Around 150 Indian citizens picked up by the Taliban this morning have been released and are now inside Kabul airport, sources have told NDTV, adding that they will be airlifted out of war-torn Afghanistan soon.
Indian citizens waiting outside Kabul airport for evacuation flights were taken to a nearby police station for questioning and checking of travel documents, a top government source said, amid worrying reports from local media that they had been abducted.
This comes hours after an Indian Air Force transport aircraft managed to evacuate around 85 Indians from Kabul; the plane has landed safely in Dushanbe in Tajikistan.
Sources this morning had said that the government is trying to bring as many Indians as possible into the airport at Kabul to keep them safe while it works out the evacuation logistics.
India has evacuated all embassy staff but an estimated 1,000 citizens remain in several cities in the war-torn country, and ascertaining their location and condition is proving to be a challenge, a Home Ministry official had said, since not all of them registered themselves with the embassy.
Among those are around 200 Sikhs and Hindus who have taken refuge at a gurudwara in Kabul.
Late Wednesday a spokesperson for the Taliban - which has been trying to project a more moderate image - released a video statement of the gurudwara head saying he had been assured of their safety.
Here are the Updates on Afghanistan-Taliban crisis:
Indigo flight from Doha, carrying citizen evacuated from Afghanistan, landed at 4:35 am.
"Bringing Indians home from Afghanistan!
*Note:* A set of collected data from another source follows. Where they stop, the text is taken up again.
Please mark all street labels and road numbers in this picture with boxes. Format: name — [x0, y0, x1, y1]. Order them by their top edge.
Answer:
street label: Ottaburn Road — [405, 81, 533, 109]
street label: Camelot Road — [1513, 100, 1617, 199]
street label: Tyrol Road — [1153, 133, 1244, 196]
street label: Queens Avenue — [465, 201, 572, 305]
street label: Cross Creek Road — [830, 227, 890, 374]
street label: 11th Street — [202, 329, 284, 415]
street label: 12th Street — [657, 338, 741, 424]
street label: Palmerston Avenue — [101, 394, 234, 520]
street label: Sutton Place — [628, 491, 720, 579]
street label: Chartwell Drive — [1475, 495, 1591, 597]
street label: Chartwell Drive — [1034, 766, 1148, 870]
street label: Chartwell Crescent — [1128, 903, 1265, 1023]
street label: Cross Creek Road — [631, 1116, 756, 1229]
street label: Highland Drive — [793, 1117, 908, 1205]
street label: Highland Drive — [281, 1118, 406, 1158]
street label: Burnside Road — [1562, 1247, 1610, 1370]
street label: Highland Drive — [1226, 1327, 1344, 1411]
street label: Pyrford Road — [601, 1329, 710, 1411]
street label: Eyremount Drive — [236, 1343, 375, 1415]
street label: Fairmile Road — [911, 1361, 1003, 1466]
AI 1956 carrying 87 Indians departs from Tajikistan for New Delhi. Two Nepalese nationals also evacuated. Assisted and supported by our Embassy @IndEmbDushanbe. More evacuation flights to follow," Foreign Ministry spokesperson Arindam Bagchi said.
As India scrambles to evacuate its citizens from Kabul following the Taliban's take-over of the city earlier this week, hundreds, including women and hapless children, are caught in trying conditions. The Air Force has flown several sorties over the past few days to airlift people, but many remain scared, tired, and desperate.
The 32-year-old, married to a citizen of Afghanistan, has been waiting there for the past three days in the hope of being taken to safety.
Some of the Taliban's top leaders are gathering in Kabul to discuss the formation of a new Afghan government -- including a representative from the Haqqani network, the country's most feared terrorists.
The US government is raising with Taliban officials whom it engages "at all levels" the growing number of reports that the terrorists are harassing the press following its occupation of the Afghan capital Kabul, State Department spokesperson Ned Price said.
A heart-breaking video showing a US Marine lifting a baby over a razor wire-topped wall at Kabul's airport caught global attention Friday, amid the chaos of thousands trying to flee Afghanistan newly controlled by the Taliban."